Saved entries
---

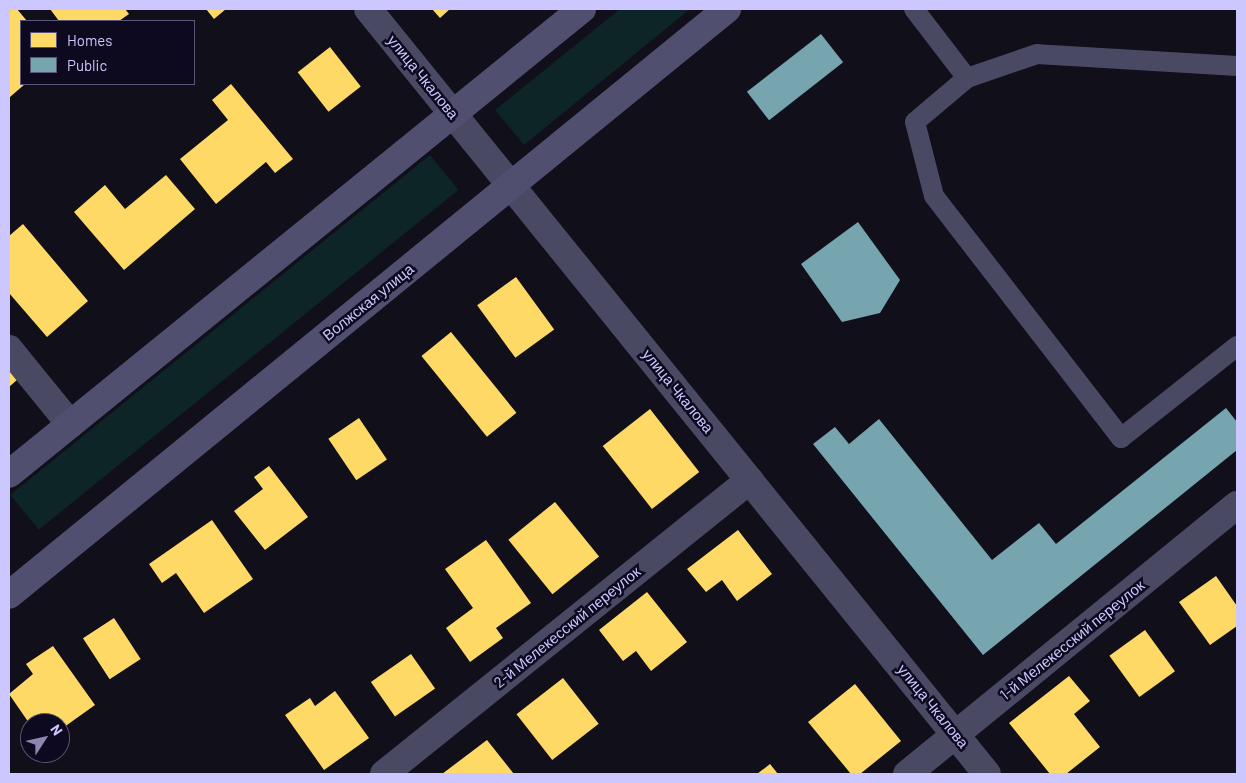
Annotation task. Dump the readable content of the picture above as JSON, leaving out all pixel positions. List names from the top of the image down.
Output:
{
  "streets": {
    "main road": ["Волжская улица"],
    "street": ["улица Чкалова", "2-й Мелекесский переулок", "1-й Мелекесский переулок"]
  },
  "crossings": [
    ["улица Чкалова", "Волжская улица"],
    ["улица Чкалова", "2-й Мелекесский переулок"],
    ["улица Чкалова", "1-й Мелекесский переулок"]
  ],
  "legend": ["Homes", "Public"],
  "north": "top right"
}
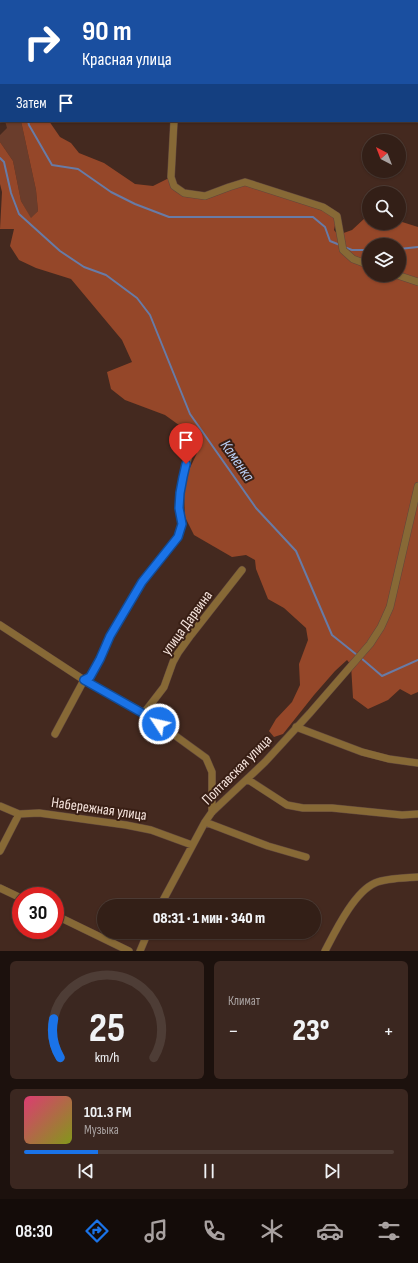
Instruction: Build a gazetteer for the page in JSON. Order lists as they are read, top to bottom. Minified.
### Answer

---

Filter the entries by the string "JSON" and copy each matching line.

ANSWER TO THIS TASK →
Annotation task. Dump the readable content of the picture above as JSON, leaving out all pixel positions. List names from the top of the image down.
Instruction: Build a gazetteer for the page in JSON. Order lists as they are read, top to bottom. Minified.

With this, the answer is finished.